Come ha spiegato la consigliera delegata di WeWorld, la popolazione che non trova riparo presso l’Agenzia delle Nazioni Unite per il soccorso e l’occupazione dei profughi palestinesi in Medio Oriente (Unrwa) o nei luoghi che dovrebbero garantire una certa sicurezza (“dovrebbero”, perché l’Organizzazione Mondiale della Sanità ha registrato circa 50 attacchi contro le strutture sanitarie a Gaza), come ospedali, scuole e moschee ma che sono già sovraffollati, finisce in magazzini abbandonati o garage messi a disposizione dai proprietari, ammassati gli uni sugli altri.
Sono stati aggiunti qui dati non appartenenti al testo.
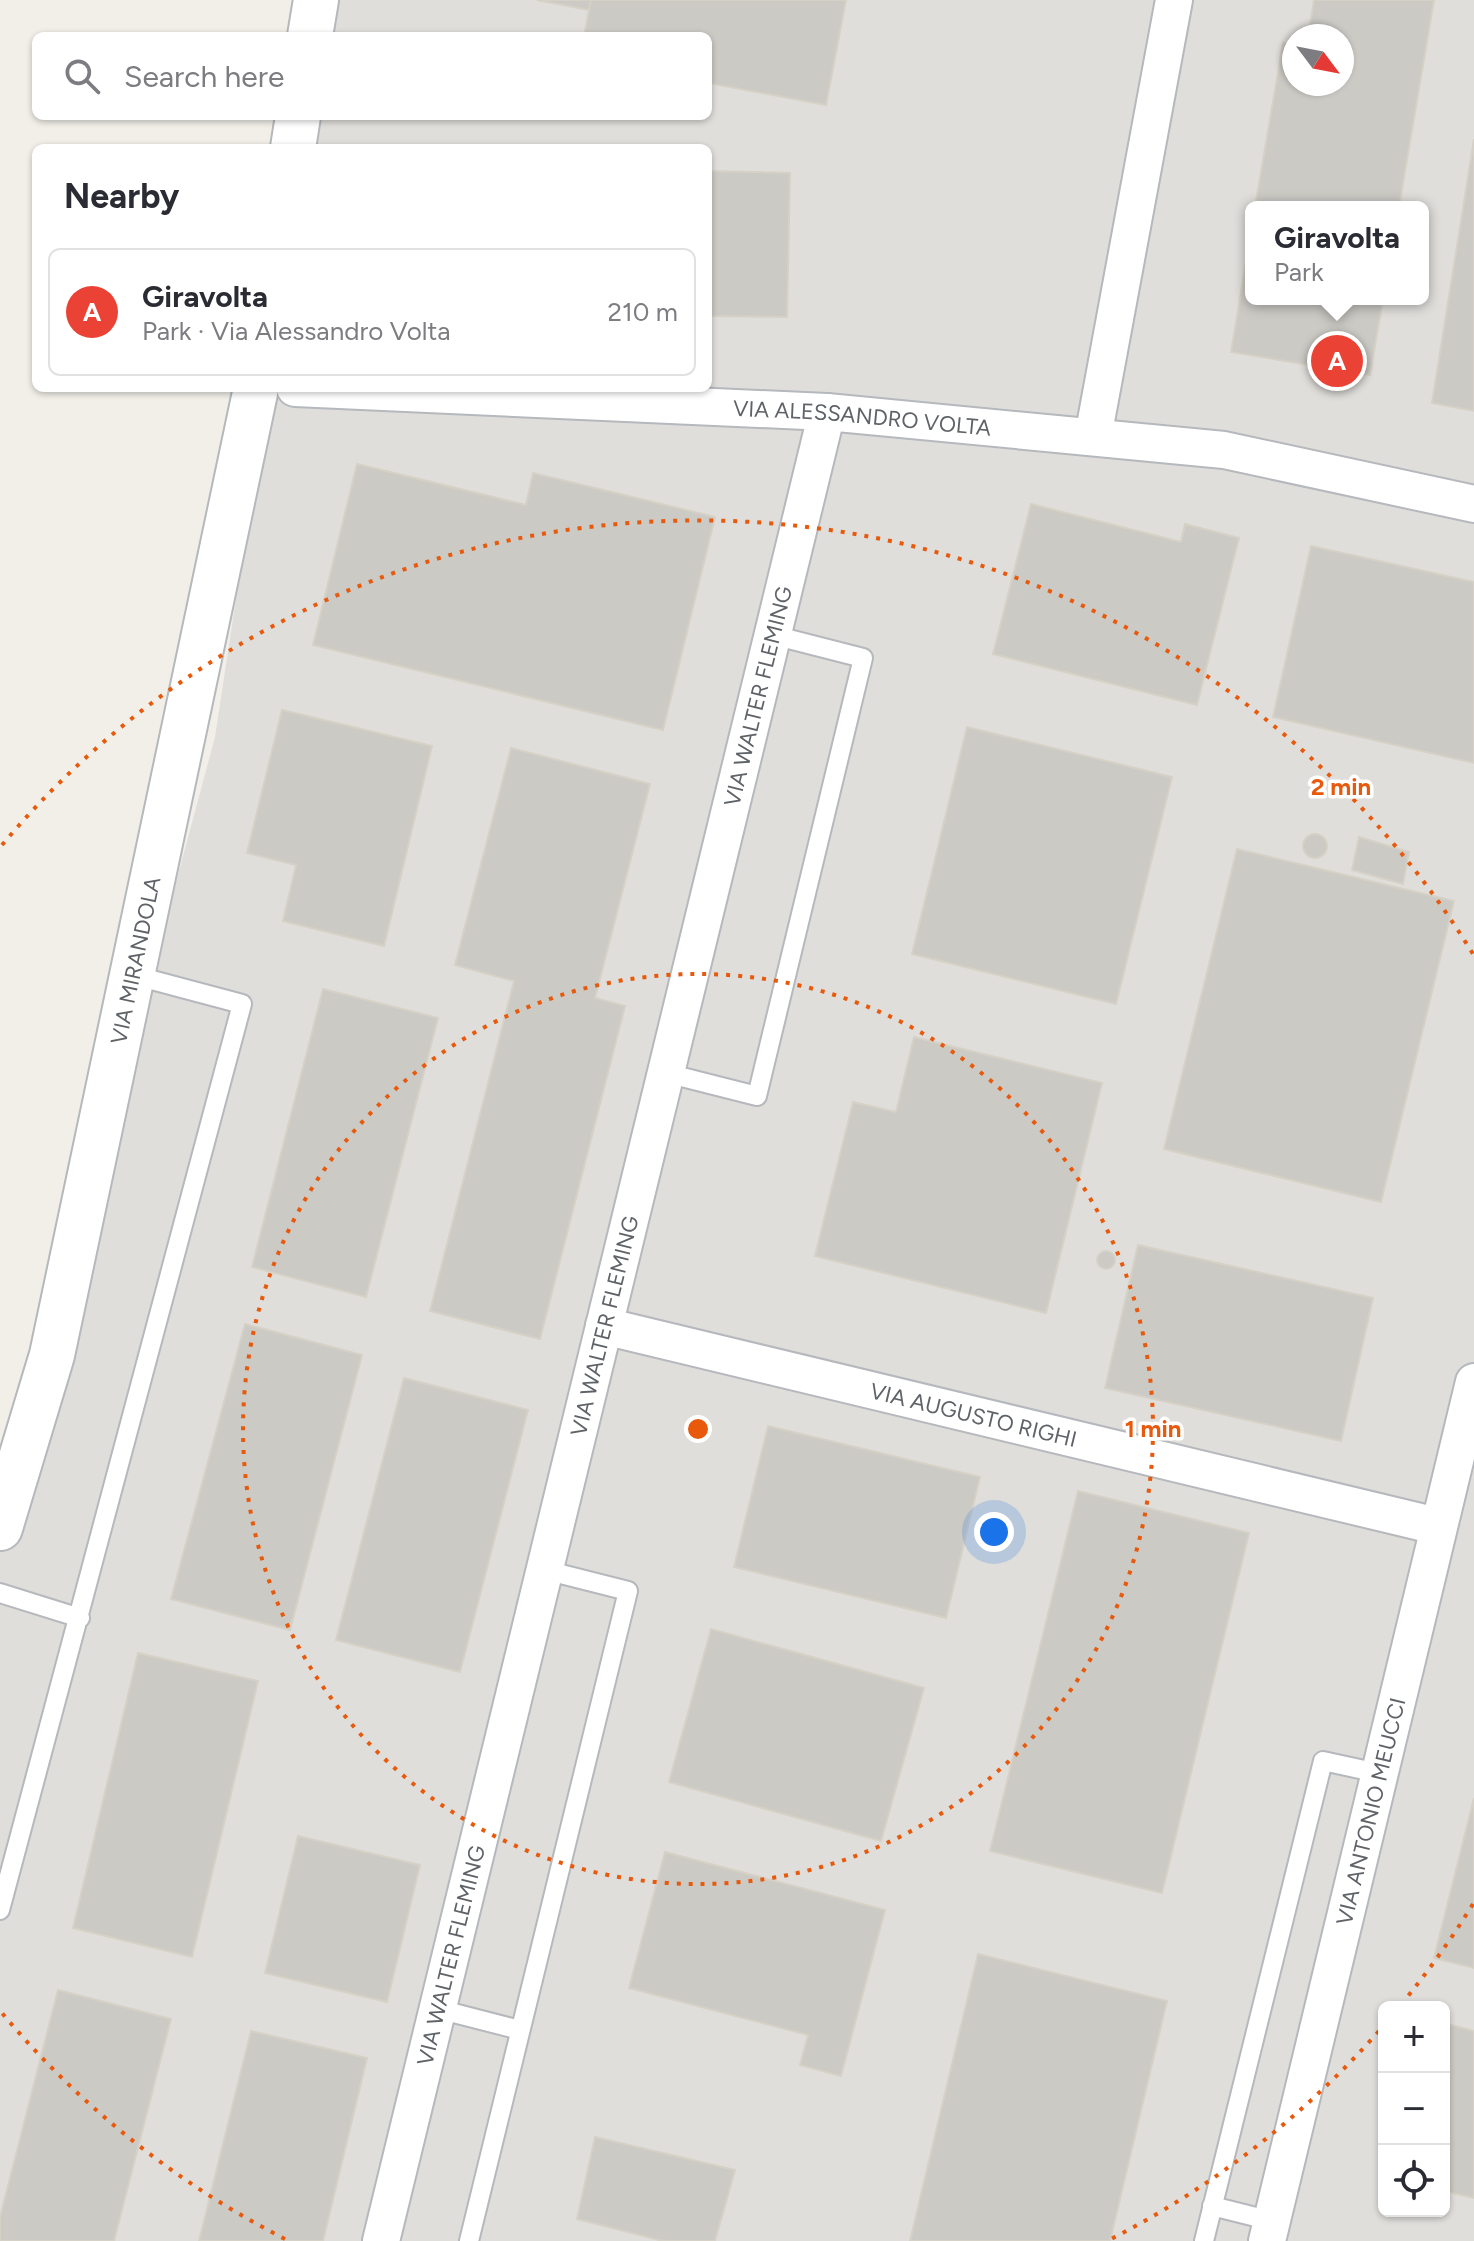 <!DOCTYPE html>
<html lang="en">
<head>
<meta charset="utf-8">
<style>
  :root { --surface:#fff; --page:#f7f7f7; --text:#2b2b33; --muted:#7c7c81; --line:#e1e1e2; --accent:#ea4335 }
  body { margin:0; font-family:Figtree,sans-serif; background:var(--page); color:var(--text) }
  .controls { position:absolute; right:24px; bottom:24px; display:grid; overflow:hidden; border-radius:12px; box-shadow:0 2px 6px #0004 }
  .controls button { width:72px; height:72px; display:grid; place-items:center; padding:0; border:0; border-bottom:2px solid var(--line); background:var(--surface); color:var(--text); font:40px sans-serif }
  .compass { position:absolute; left:1282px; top:24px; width:72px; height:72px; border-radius:50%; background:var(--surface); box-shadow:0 2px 6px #0004; rotate:122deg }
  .you { position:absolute; left:994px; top:1532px; width:28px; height:28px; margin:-20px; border:6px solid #fff; border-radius:50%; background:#1a73e8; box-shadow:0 0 0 12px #1a73e833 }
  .badge { display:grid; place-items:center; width:52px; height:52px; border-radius:50%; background:var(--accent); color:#fff; font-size:26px; font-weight:700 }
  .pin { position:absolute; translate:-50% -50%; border:4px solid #fff; box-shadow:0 2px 8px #0006 }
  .popup { position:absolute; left:1245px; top:201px; width:184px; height:104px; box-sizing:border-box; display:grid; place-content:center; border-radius:12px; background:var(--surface); filter:drop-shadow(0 2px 6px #0005); font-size:26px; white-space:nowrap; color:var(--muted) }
  .popup b { font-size:30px; color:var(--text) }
  .popup::after { content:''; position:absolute; left:50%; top:100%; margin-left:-16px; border:16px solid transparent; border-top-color:var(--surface) }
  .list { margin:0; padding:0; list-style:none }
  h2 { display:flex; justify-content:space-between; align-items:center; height:104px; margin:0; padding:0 32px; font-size:34px }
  h2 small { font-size:26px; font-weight:400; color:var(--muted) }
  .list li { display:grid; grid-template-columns:52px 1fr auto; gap:24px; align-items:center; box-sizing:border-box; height:128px; margin:0 16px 16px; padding:0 16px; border:2px solid var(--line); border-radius:12px }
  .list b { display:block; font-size:30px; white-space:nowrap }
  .list p { margin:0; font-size:26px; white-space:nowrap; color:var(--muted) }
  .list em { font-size:26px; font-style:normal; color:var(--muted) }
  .icon { flex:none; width:44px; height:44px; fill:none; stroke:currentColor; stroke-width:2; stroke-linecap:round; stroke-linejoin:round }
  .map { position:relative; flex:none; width:1474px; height:2241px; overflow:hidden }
  .search { position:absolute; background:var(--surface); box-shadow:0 2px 6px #0004; left:32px; top:32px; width:680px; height:88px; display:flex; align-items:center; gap:20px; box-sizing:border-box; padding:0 28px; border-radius:12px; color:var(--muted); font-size:30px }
  .panel { position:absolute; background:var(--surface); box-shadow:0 2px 6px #0004; left:32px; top:144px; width:680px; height:248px; border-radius:12px }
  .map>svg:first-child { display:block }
  .industrial { fill:#e0deda; fill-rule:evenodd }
  .building { fill:#cccac5; stroke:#d6d1c6; stroke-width:2 }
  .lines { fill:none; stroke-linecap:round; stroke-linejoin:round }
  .service-casing { stroke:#b5b8bc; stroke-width:22 }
  .minor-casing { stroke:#b5b8bc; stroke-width:40 }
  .tertiary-casing { stroke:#b5b8bc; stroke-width:48 }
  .service { stroke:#fff; stroke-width:18 }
  .minor { stroke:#fff; stroke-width:36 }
  .tertiary { stroke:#fff; stroke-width:44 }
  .ring { fill:none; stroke:#e8590c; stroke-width:4; stroke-dasharray:4 8 }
  .labels { text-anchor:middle; stroke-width:7; stroke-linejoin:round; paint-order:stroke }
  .street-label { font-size:22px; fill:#5f6368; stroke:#fff }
  .centre { fill:#e8590c; stroke:#fff; stroke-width:4 }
  .ring-label { font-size:24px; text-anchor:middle; font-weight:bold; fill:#e8590c; stroke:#fff; stroke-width:7; stroke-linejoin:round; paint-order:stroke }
</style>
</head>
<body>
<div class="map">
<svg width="1474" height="2241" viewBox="0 0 1474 2241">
  <rect width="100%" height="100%" fill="#f1efe8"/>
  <path class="industrial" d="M328 0H1474V2241H0V1538L215 737 268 388H708V148H305L310 116H708V36H322ZM1294 36H1342V84H1294ZM1251 207H1423V299H1251ZM1384 2007H1444V2211H1384Z"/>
  <path class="building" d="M537 0H591L589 10Z
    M591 0H846L826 105 708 83V36H584Z
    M1314 0H1434L1399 207H1255L1283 43 1294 45V84H1342V36H1308Z
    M1474 139V411L1432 403Z
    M708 171 790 173 787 317 708 316Z
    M1251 232V299H1383L1370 375 1231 352Z
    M357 464 526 505 533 473 715 517 663 730 313 645Z
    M1031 504 1181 542 1185 524 1239 538 1197 705 993 654Z
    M1311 546 1474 582V763L1273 717Z
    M282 710 432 746 384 946 283 921 296 865 247 853Z
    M967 727 1172 777 1116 1004 912 954Z
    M511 748 650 784 595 998 625 1006 540 1339 430 1311 514 981 455 965Z
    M1303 846a12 12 0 1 1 24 0a12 12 0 1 1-24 0Z
    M1359 837 1409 852 1403 884 1352 870Z
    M1237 849 1454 901 1381 1202 1164 1149Z
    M323 989 438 1018 366 1297 252 1267Z
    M914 1037 1102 1083 1046 1313 815 1256 853 1102 896 1112Z
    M1138 1245 1373 1298 1341 1441 1105 1388Z
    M1097 1260a9 9 0 1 1 18 0a9 9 0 1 1-18 0Z
    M245 1324 362 1355 290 1630 171 1599Z
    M404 1378 528 1410 460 1672 336 1640Z
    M768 1426 980 1477 946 1618 734 1567Z
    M1078 1491 1249 1533 1162 1893 990 1851Z
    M711 1629 924 1688 881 1841 669 1782Z
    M138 1653 258 1681 192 1957 73 1928Z
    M1474 1798V1968L1434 1958Z
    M298 1836 420 1865 387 2002 265 1973Z
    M665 1852 885 1910 841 2076 800 2065 808 2035 629 1988Z
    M978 1954 1167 2001 1110 2241H910Z
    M58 1990 171 2019 114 2241H0V2217Z
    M1444 2023 1474 2031V2198L1444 2191Z
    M251 2031 367 2058 323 2241H199Z
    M595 2137 735 2170 715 2241H663L577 2219Z"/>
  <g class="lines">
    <g class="service-casing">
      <path id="service" d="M666 1073 757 1096 863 658 773 635
        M0 1593 80 1618
        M0 1910 242 1004 133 975
        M438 2009 520 2030
        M1212 2206 1272 2221
        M469 2241 628 1591 545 1570
        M1204 2241 1323 1761 1378 1773"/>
    </g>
    <g class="minor-casing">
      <g id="minor">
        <path id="s1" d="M295 388 827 412 1224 450 1474 504"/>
        <path d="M1093 437 1174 0"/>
        <path id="s2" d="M604 1326 1437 1526"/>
        <path id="s3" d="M381 2241 827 412"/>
        <path id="s4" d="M1267 2241 1474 1382"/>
      </g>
    </g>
    <g class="tertiary-casing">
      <g id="tertiary">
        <path d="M310 36 316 0"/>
        <path d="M293 148 298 116"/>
        <path id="s5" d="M0 1528 52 1355 256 388"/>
      </g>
    </g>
    <use href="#service" class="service"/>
    <use href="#minor" class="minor"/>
    <use href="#tertiary" class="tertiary"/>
  </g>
  <g class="ring">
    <circle cx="698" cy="1429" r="455"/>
    <path d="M1473 1904A909 909 0 0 1 1404 2001M1379 2031A909 909 0 0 1 1111 2239M285 2239A909 909 0 0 1 2 2013M2 845A909 909 0 0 1 1473 954"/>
  </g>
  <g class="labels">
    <g class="street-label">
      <text dy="8" stroke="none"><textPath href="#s1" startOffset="568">VIA ALESSANDRO VOLTA</textPath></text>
      <text dy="8" stroke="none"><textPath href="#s3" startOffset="1590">VIA WALTER FLEMING</textPath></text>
      <text dy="8" stroke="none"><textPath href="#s5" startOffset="584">VIA MIRANDOLA</textPath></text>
      <text dy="8" stroke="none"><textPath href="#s3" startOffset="942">VIA WALTER FLEMING</textPath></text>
      <text dy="8" stroke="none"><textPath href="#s2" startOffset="380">VIA AUGUSTO RIGHI</textPath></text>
      <text dy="8" stroke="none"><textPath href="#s4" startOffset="442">VIA ANTONIO MEUCCI</textPath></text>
      <text dy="8" stroke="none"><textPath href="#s3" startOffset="294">VIA WALTER FLEMING</textPath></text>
    </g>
  </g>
  <circle cx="698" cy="1429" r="12" class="centre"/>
  <g class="ring-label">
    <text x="1341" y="795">2 min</text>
    <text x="1153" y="1437">1 min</text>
  </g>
</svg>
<div class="controls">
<button>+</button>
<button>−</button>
<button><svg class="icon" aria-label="locate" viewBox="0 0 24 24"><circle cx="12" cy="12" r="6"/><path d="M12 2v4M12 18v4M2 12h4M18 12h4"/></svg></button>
</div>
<svg class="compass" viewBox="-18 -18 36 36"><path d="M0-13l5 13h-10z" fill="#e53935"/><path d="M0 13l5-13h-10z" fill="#7c7c81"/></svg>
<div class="you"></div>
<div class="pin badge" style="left:1337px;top:361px">A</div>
<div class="popup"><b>Giravolta</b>Park</div>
<div class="search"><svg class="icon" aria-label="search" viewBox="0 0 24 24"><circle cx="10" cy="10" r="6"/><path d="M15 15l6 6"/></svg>Search here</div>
<section class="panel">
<h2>Nearby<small></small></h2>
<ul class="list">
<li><span class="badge">A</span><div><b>Giravolta</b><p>Park · Via Alessandro Volta</p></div><em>210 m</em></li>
</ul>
</section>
</div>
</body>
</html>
Le scorte di cibo, acqua e medicinali scarseggiano: sembrano non esserci nemmeno 3 litri di acqua al giorno pro capite. Per avere un metro di misura, in Israele vengono utilizzati 247 litri d’acqua pro capite ogni giorno. «I nostri interventi di prima emergenza perlopiù si sostanziano in distribuzione di beni, mentre in una seconda fase, si creano le basi per garantire una sostenibilità agli interventi, per esempio ricostruendo una rete idrica o allestendo punti di incontro e gioco per i bambini. Quando tutto questo sarà finito, dovremo fare i conti i traumi di una generazione spezzata - ha sottolineato Taddia - Una generazione che ha visto e vedrà nei prossimi anni la mancanza di accesso ai propri diritti fondamentali, come la salute, l’acqua, l’istruzione. Metà della popolazione di Gaza è composta da bambini e bambine e anche se in questo momento la priorità è sopravvivere, non possiamo non pensare a un’intera generazione che è senza accesso alla scuole e che resterà tagliata fuori dall’istruzione nei prossimi anni».
Per questo WeWorld è parte della Campagna Globale per l’Educazione in Italia che (con ARCS, Children in Crisis, CBM Italia, CIFA Onlus, Cisl Scuola, ICEI, Magis, Mais Ong, Mani Tese, Oxfam Italia, Plan International, PRO.DO.C.S., RE.TE.Ong, Save the Children Italia Onlus, Sightsavers International Italia e VIS, con il sostegno delle reti di appartenenza Link2007, CINI, e AOI, e di AVSI) chiede al Paese di impegnarsi a proteggere e promuovere il diritto all’educazione anche in contesti di emergenza e crisi protratte, attraverso un primo contributo di almeno 15 milioni di euro (3,75 milioni l’anno) totali per i prossimi 4 anni al fondo globale Education Cannot Wait.